● Records shown
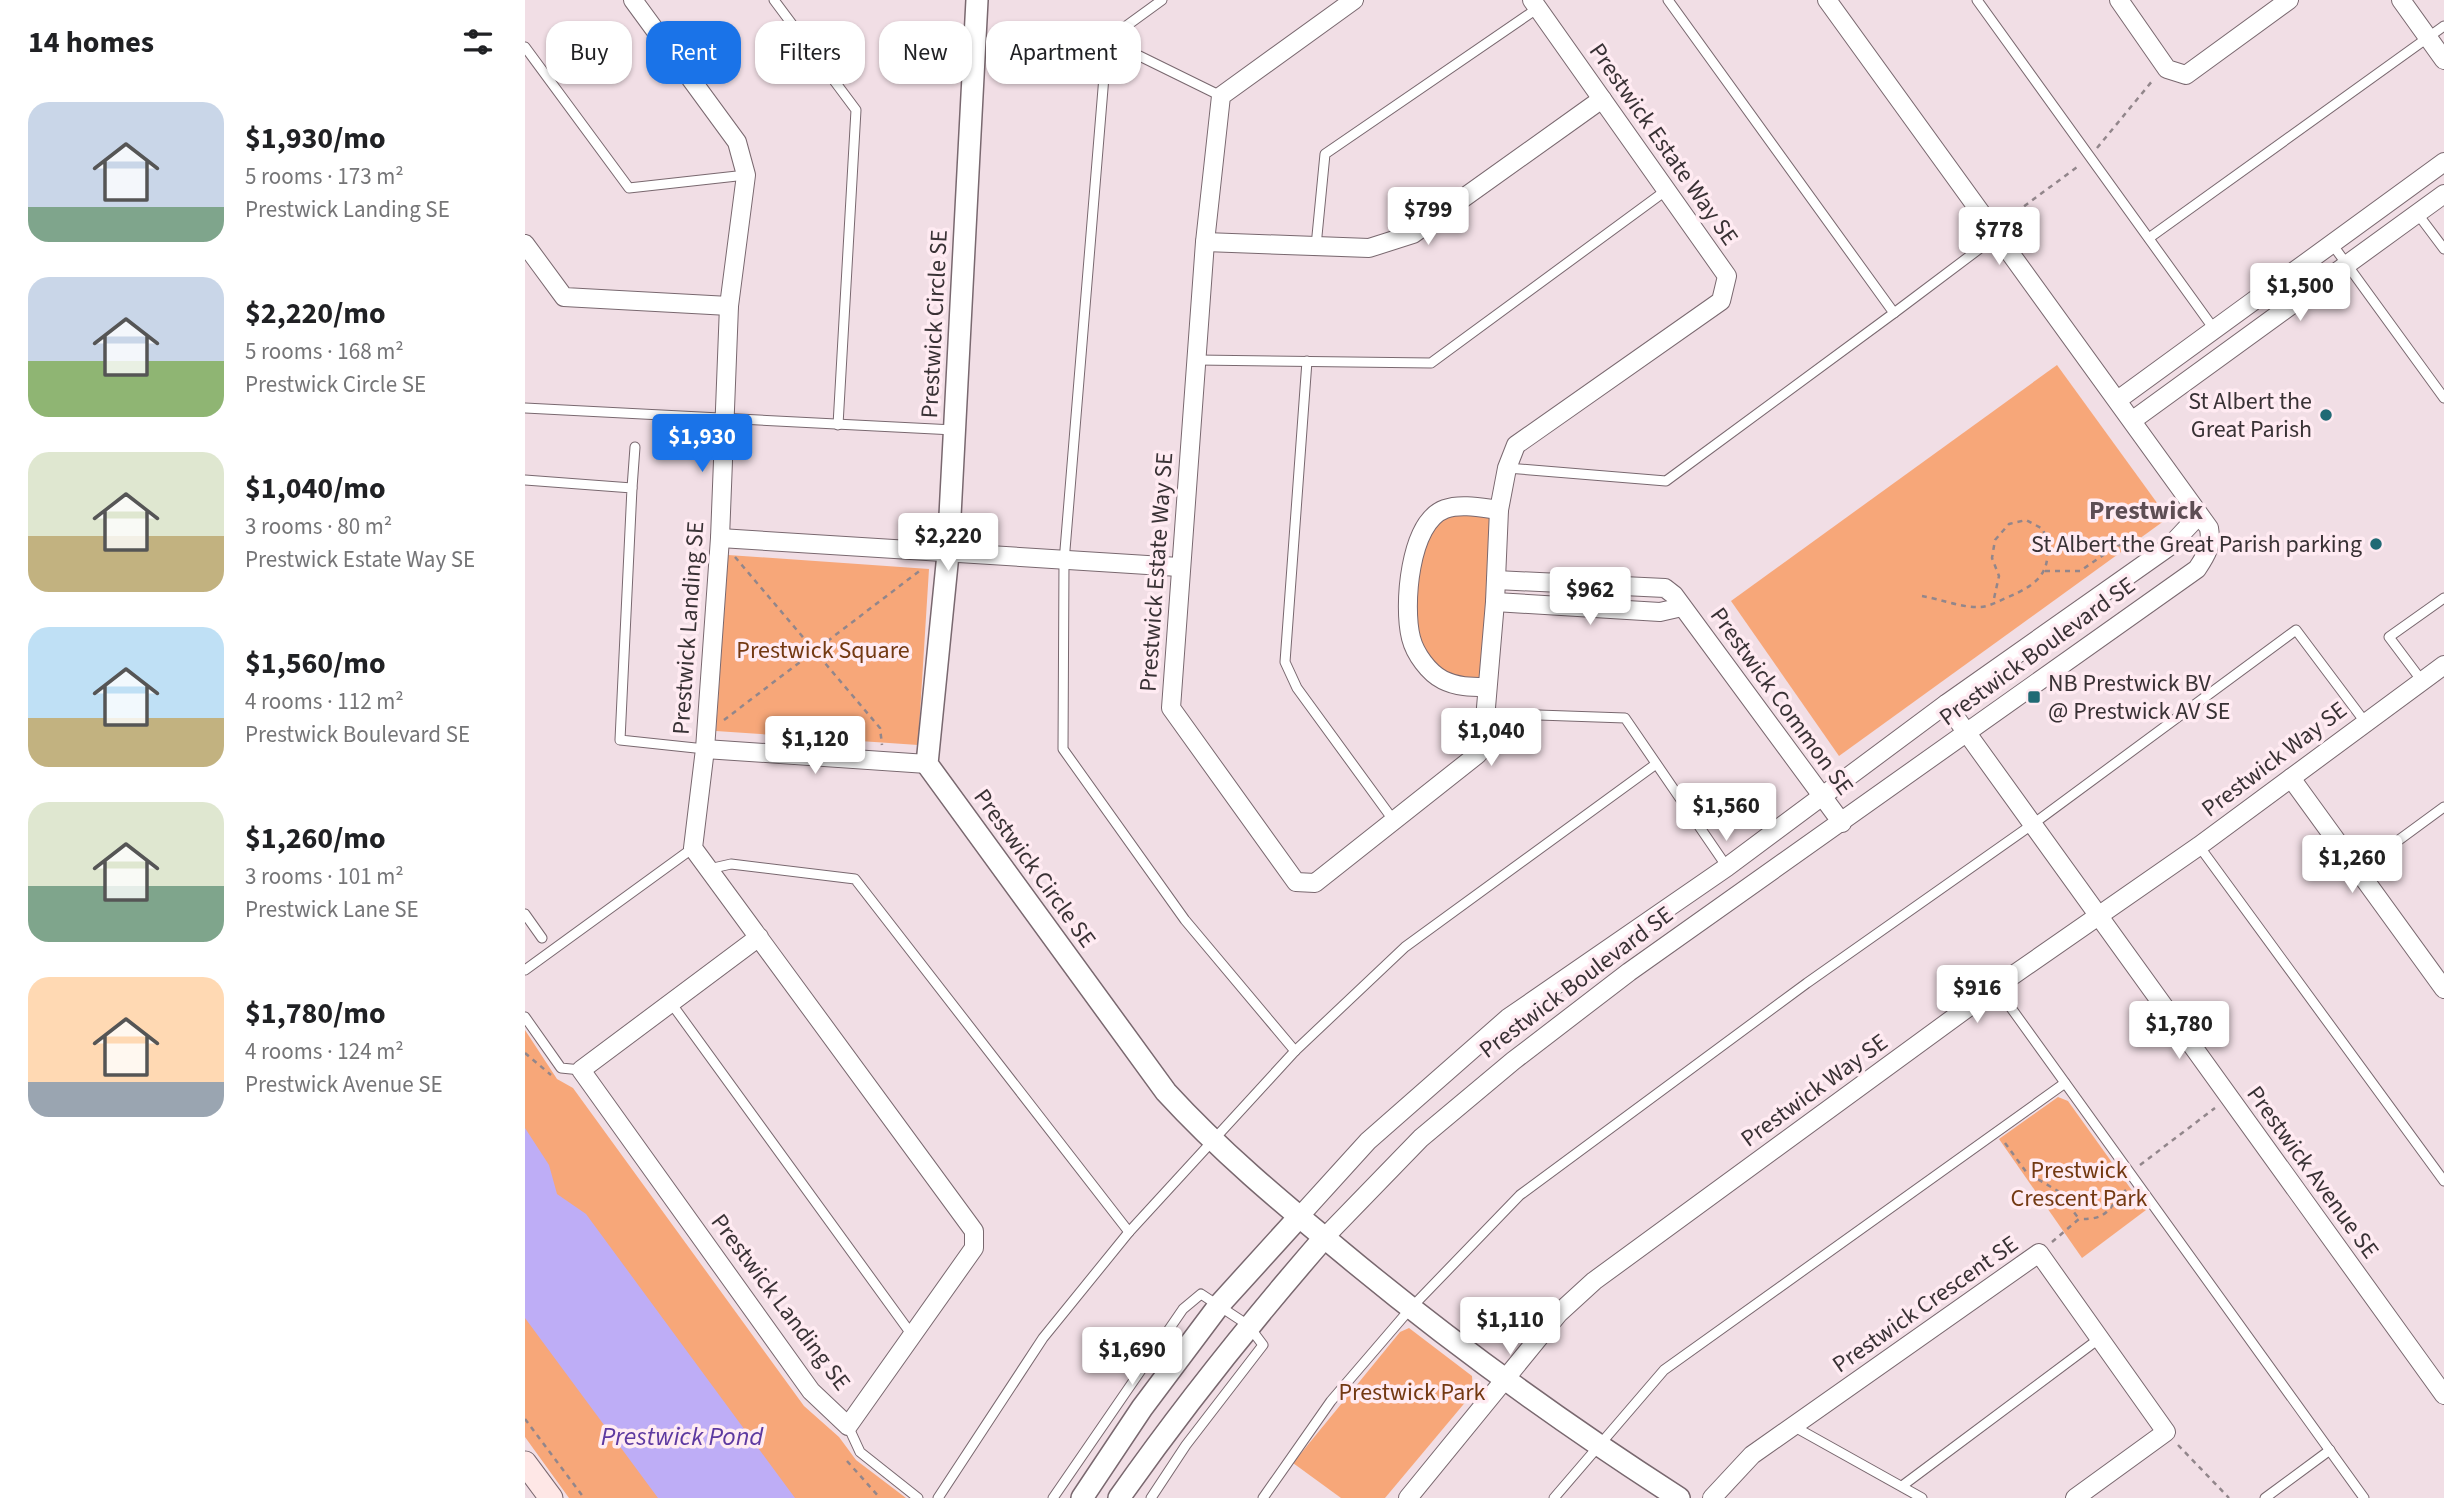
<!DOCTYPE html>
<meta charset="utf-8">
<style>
body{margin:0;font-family:"Source Sans 3",sans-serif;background:#f2f2f2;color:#202124;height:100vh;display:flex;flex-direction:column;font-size:26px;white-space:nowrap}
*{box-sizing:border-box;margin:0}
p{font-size:23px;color:#757577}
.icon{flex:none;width:38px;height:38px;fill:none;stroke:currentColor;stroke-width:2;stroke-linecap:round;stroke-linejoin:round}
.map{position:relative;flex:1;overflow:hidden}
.details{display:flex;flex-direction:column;background:#fff;width:525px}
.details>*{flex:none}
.guide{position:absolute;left:21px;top:21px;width:665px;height:63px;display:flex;gap:14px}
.price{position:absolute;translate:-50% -60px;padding:0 16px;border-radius:7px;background:#fff;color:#222;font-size:23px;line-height:46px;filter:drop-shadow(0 2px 4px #0008)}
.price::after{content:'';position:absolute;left:50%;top:42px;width:21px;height:16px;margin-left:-10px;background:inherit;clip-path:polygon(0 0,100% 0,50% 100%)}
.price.current{background:#1a73e8;color:#fff}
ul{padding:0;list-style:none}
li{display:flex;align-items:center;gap:21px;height:175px;padding:0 28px}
li span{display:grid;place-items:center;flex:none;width:196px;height:140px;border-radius:21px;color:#555}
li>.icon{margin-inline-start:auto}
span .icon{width:84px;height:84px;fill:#fffc;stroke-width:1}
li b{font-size:30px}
h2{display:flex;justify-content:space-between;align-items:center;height:84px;padding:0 28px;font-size:30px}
.tag{padding:0 24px;border-radius:21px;background:#fff;box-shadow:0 2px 5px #0004;font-size:24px;line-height:63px}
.tag.current{background:#1a73e8;color:#fff}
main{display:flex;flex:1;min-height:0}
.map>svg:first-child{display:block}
.green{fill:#f7a779}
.water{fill:#beadf6}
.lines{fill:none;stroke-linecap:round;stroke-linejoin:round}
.service-casing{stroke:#79686f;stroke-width:11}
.minor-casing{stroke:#79686f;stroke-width:20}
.tertiary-casing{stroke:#79686f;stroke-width:24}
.secondary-casing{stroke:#79686f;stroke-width:25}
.path{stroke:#92868b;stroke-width:2.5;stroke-dasharray:5 5;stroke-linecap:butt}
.service{stroke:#fff;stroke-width:9}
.minor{stroke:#fff;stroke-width:18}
.tertiary{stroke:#fff;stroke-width:21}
.secondary{stroke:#fee7e6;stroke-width:23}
.poi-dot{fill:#206a74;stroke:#ffebf2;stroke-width:2.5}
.labels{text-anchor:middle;stroke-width:7;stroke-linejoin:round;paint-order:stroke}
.street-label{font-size:24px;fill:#393235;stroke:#ffebf2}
.poi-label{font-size:24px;fill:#393235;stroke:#ffebf2;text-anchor:end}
.park-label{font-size:24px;fill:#733912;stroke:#ffebf2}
.neighbourhood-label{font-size:26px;font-weight:bold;fill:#5e4e54;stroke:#ffebf2}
.water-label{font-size:26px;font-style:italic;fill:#5d39a0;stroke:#ffebf2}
</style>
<main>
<section class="details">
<h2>14 homes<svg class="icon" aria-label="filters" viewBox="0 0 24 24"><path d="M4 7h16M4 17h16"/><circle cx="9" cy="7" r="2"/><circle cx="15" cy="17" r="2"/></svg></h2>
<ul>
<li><span style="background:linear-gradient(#c9d6e8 75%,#7fa58c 0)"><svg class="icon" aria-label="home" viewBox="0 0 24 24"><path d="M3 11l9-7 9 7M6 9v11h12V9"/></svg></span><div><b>$1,930/mo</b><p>5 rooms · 173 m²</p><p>Prestwick Landing SE</p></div></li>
<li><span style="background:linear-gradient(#c9d6e8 60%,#8fb573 0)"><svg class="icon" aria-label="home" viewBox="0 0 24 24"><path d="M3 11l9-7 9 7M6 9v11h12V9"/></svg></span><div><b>$2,220/mo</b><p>5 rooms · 168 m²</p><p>Prestwick Circle SE</p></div></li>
<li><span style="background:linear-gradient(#dfe7d0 60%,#c2b280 0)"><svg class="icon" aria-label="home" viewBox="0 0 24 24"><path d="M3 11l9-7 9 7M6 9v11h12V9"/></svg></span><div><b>$1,040/mo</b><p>3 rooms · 80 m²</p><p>Prestwick Estate Way SE</p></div></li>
<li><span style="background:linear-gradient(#bfe0f5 65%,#c2b280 0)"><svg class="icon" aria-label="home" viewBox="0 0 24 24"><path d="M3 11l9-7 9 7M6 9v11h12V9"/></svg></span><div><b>$1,560/mo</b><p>4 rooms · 112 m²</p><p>Prestwick Boulevard SE</p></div></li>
<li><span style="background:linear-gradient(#dfe7d0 60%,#7fa58c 0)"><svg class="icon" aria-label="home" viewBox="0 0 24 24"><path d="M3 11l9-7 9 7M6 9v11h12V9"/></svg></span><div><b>$1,260/mo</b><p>3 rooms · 101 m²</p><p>Prestwick Lane SE</p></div></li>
<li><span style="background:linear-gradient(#ffd9b3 75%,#9aa5b1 0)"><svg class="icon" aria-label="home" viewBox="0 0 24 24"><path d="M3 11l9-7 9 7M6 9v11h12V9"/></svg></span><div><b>$1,780/mo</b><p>4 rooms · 124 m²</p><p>Prestwick Avenue SE</p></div></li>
</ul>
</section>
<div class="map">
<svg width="1919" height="1498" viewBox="0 0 1919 1498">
<rect width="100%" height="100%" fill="#f1dee5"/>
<!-- green -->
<g class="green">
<path d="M1532 365 1643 518 1314 756 1206 601Z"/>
<path d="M920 509 974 510 961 685 939 687 898 663 882 603 890 549Z"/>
<path d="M203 555 404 569 393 745 191 731Z"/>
<path d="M0 1030 32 1079 48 1088 279 1406 314 1437 331 1460 381 1498H44L0 1437Z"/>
<path d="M1533 1097 1543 1101 1621 1210 1557 1258 1474 1139Z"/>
<path d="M884 1328 947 1376 948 1393 860 1498H816L768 1463 875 1332Z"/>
</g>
<!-- water -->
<path class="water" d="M0 1128 24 1165 32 1194 61 1214 270 1498H133L0 1318Z"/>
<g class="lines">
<defs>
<g id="service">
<path d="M249 0 331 110 313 425"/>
<path d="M637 0 582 40 539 562 538 749 660 920 770 1051"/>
<path d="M1452 0 1689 329"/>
<path d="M582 40 696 96"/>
<path d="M0 47 104 188 221 175"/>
<path d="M1892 213 1919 249"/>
<path d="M1624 238 1919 26"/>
<path d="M1807 244 1919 398"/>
<path d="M791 246 800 154 1013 8"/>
<path d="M1369 313 1474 234"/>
<path d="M672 360 906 363 1143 189"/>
<path d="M782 361 760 662 772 688 869 821"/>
<path d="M0 408 429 430"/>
<path d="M982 468 1141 481 1369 313 1143 0"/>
<path d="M0 480 107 488 95 740 180 749"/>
<path d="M107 488 110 447"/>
<path d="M1897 681 1864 637 1919 598"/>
<path d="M959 713 1100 718 1202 867"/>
<path d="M1674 846 1919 1181"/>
<path d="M184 869 206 864 330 879 604 1232"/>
<path d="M1833 870 1919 807"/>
<path d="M0 914 17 938"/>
<path d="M0 970 168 848"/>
<path d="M1471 987 1839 1498"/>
<path d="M146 1003 387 1335"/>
<path d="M0 1017 36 1068 56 1070"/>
<path d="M323 1426 335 1452 393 1498"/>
<path d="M1268 1426 1397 1498"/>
<path d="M1377 1486 1575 1338"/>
<path d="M413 1498 518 1338 604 1232 770 1051 880 947 1131 764"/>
<path d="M528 1498 658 1309 676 1294 723 1325 738 1345 661 1445 626 1498"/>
<path d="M738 1498 806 1401 885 1309 995 1195 1282 983 1508 824 1771 630 1840 722"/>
<path d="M1029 1498 1139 1370 1540 1083"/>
<path d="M1740 1498 1805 1450"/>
</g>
<g id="minor">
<path d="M108 0 212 142 221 175 204 306 195 538 180 749 168 848 449 1231V1248L323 1426 286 1391 56 1070 234 937"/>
<path d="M829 0 696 96 680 242 646 708 771 882 790 883 953 754 959 731 970 602 974 510 982 468 991 445 1196 301 1202 276 1007 0"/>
<path d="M1594 0 1642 69 1661 75 1764 0"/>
<path d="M1876 0 1919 60"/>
<path d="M680 242 844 248 888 234 1077 99"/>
<path d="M0 244 39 297 204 306"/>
<path d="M1594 399 1919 162"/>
<path d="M1608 420 1919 194"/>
<path d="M195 538 654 567"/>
<path d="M971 580 1140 588 1149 595 1317 823"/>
<path d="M970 602 1135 612 1157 607"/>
<path d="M960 687C946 687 932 687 918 680 904 673 890 654 886 638 878 607 884 522 920 509 936 503 958 508 974 510"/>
<path d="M1421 704 1919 1395"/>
<path d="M180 749 402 764"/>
<path d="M1766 778 1919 989"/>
<path d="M774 1217 843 1141 983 1018 1202 867 1421 704 1645 546 1674 515"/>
<path d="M799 1238 896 1138 988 1061 1104 972 1672 569C1682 554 1687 546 1684 528L1302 0"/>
<path d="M883 1498 1034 1313 1069 1281 1471 987 1674 846 1919 665"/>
<path d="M1187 1498 1227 1455 1514 1253 1641 1432 1550 1498"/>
</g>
<g id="tertiary">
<path d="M452 0 423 554 402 764 641 1092C695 1151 756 1202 818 1253 925 1342 1037 1423 1154 1498"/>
<path d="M557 1498 617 1408 695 1304 774 1217"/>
<path d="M594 1498C658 1407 726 1322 799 1238"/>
</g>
<path id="secondary" d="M0 1463 26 1498"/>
</defs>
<!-- service casing -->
<use href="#service" class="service-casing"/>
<!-- minor casing -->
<use href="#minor" class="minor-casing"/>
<!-- tertiary casing -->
<use href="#tertiary" class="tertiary-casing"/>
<!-- secondary casing -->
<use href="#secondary" class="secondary-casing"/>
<!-- path -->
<g class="path">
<path d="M1572 148 1628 80"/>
<path d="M1483 218 1555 165"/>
<path d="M210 557 355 728 357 745"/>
<path d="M1520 571H1555L1593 545 1614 547"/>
<path d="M1397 596C1415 599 1437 608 1455 607 1463 607 1474 601 1481 598 1517 583 1530 569 1518 529L1501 520 1484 524 1470 540 1467 558 1474 576 1468 603"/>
<path d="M199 720 397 569"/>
<path d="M0 1053 26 1075"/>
<path d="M1480 1143 1502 1173 1533 1191 1554 1219"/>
<path d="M1615 1165 1690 1108"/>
<path d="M1527 1242 1554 1219C1585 1220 1582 1208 1601 1190"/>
<path d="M0 1419 59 1498"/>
<path d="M1653 1445 1704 1498"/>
<path d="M322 1461 355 1498"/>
</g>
<!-- service -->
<use href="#service" class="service"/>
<!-- minor -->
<use href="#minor" class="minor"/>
<!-- tertiary -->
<use href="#tertiary" class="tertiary"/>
<!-- secondary -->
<use href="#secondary" class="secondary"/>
</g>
<!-- markers -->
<g class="poi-dot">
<circle cx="1801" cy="415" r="7"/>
<circle cx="1851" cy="544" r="7"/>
<rect x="1502" y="690" width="14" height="14" rx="3.5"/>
</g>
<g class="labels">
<!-- street labels -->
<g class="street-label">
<text transform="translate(1139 144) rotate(55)" y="8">Prestwick Estate Way SE</text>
<text transform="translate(409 324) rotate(-87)" y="8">Prestwick Circle SE</text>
<text transform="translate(631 572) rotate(-86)" y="8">Prestwick Estate Way SE</text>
<text transform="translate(163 628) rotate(-86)" y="8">Prestwick Landing SE</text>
<text transform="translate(1512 651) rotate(-36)" y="8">Prestwick Boulevard SE</text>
<text transform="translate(1257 701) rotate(54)" y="8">Prestwick Common SE</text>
<text transform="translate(1749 759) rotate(-37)" y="8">Prestwick Way SE</text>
<text transform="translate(510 868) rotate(54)" y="8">Prestwick Circle SE</text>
<text transform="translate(1051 982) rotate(-37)" y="8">Prestwick Boulevard SE</text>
<text transform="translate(1289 1090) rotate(-36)" y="8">Prestwick Way SE</text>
<text transform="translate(1788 1172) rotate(54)" y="8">Prestwick Avenue SE</text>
<text transform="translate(256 1302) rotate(53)" y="8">Prestwick Landing SE</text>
<text transform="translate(1400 1304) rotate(-35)" y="8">Prestwick Crescent SE</text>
</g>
<!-- poi labels -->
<g class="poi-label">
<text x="1787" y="409">St Albert the<tspan x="1787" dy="28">Great Parish</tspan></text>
<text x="1837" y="552">St Albert the Great Parish parking</text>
<text x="1523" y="691" text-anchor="start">NB Prestwick BV<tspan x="1523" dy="28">@ Prestwick AV SE</tspan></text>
</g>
<!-- park labels -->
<g class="park-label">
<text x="298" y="658">Prestwick Square</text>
<text x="1554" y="1178">Prestwick<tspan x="1554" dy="28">Crescent Park</tspan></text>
<text x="887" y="1400">Prestwick Park</text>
</g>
<!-- neighbourhood labels -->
<g class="neighbourhood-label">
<text x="1621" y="519">Prestwick</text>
</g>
<!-- water labels -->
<g class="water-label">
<text x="157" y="1445">Prestwick Pond</text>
</g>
</g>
</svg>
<b class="price" style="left:903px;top:247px">$799</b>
<b class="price" style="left:1474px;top:267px">$778</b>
<b class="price" style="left:1775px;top:323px">$1,500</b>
<b class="price current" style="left:177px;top:474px">$1,930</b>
<b class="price" style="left:423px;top:573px">$2,220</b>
<b class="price" style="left:1065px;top:627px">$962</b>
<b class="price" style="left:966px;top:768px">$1,040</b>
<b class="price" style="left:290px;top:776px">$1,120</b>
<b class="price" style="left:1201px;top:843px">$1,560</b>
<b class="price" style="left:1827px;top:895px">$1,260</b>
<b class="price" style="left:1452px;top:1025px">$916</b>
<b class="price" style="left:1654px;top:1061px">$1,780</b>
<b class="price" style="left:985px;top:1357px">$1,110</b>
<b class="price" style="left:607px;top:1387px">$1,690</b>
<div class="guide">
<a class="tag">Buy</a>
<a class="tag current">Rent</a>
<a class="tag">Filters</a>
<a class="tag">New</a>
<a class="tag">Apartment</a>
</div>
</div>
</main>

● Brief
Search the entries above for the string "lines". Copy each line that holds it.

● Finished exercise
.lines{fill:none;stroke-linecap:round;stroke-linejoin:round}
<g class="lines">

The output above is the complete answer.